PM plays down No.10 lockdown orgy furore: Staff only fondled using socially distanced hands on springs, says Johnson

Funny story written by Danny Soz

Tuesday, 25 January 2022

image for PM plays down No.10 lockdown orgy furore: Staff only fondled using socially distanced hands on springs, says Johnson
'It was like this hand but they were on springs'

Prime Minister, Boris Johnson was at the centre of another #Partygate storm last night as former key advisor, Dominic Cummings, told The Times newspaper that a Roman-style orgy was held at Ten Downing Street during the height of the 2020 lockdown.

Cummings claims that up to 100 guests, including the prime minister and his wife, romped naked while caterers hired by Number 10 passed around cheese and wine along with condoms and various sex toys.

In a no-holds-barred interview, Cummings claims: ‘It was like a Roman orgy in there, to be honest.

‘I saw Cabinet ministers and parliamentary private secretaries going at it full pelt on the carpet and tables.

‘At one point, I saw Jacob Rees-Mogg, who was dressed as a 19th century serving wench, being pleasured by Brexit hardman, Steve Baker and his missus.

‘When he shot his bolt, he started bawling out the national anthem in Latin.

‘I didn’t take part myself as my eyesight was playing up quite badly and I didn’t want to end up bumming one of the chaps by mistake.

‘I can tell you that people were going at it hammer and tongs, especially the Prime Minister and Carrie, and that after everyone had gone home, there was spadge and fanny batter everywhere, including all up the walls’

The Prime Minister, strongly refuted the claims last night: ‘There was a small, work-based gathering which I attended for no more than ten minutes.’ he told the BBC’s Laura Kuenssberg.

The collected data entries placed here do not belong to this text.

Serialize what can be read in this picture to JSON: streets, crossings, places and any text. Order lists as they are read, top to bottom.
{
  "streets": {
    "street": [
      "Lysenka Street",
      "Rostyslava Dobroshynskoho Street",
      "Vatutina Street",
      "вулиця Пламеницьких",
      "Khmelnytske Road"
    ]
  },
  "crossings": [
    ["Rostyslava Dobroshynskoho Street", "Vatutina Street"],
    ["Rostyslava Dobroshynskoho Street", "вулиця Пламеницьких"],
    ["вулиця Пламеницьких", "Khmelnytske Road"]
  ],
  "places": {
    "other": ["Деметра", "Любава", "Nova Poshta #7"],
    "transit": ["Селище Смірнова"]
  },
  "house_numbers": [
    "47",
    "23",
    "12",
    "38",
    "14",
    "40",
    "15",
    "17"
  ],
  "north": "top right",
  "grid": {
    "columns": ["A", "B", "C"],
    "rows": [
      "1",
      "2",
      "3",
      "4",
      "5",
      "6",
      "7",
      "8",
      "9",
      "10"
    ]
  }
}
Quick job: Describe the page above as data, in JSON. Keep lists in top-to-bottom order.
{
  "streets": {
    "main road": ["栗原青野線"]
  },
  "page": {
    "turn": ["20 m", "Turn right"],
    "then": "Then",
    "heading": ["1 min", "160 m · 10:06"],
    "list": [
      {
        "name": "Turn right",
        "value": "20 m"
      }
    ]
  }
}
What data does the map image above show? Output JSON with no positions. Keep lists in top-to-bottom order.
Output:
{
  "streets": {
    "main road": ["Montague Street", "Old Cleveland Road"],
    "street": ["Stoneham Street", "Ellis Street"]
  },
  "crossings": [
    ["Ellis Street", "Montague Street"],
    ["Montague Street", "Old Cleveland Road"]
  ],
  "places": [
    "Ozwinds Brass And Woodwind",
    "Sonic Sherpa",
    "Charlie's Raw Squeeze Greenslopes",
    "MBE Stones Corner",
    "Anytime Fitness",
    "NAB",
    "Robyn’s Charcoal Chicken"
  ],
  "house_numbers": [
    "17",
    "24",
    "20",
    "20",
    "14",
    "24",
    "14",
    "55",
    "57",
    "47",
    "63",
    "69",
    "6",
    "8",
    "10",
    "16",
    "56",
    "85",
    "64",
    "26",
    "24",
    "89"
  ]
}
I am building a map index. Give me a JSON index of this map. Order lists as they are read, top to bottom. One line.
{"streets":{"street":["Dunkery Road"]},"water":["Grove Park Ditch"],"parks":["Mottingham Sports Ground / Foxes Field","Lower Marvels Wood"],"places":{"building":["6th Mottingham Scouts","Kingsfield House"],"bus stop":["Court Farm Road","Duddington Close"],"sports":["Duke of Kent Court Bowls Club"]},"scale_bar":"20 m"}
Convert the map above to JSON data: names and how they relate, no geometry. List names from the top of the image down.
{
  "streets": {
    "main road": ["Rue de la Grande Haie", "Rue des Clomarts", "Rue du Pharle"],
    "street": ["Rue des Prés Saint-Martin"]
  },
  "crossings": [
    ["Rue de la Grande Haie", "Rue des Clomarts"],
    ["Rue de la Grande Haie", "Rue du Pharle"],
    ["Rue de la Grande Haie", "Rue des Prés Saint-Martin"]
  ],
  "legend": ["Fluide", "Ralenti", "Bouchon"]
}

‘There may have been some raucous horseplay after I left, during which, exhausted, hardworking staff let off a bit of steam, but I’ve been assured that any sexual contact was carried out using hands on springs in complete adherence to the distancing guidelines and that nobody actually got their end away, particularly me.’

This latest revelation comes just two weeks after, diminutive, far-right, Tory backbencher, Mark Francois, was censured by the 1922 Committee for appearing in a lurid dwarf porn video, filmed during Prince Philip’s funeral at Windsor Castle last April.

The funny story above is a satire or parody. It is entirely fictitious.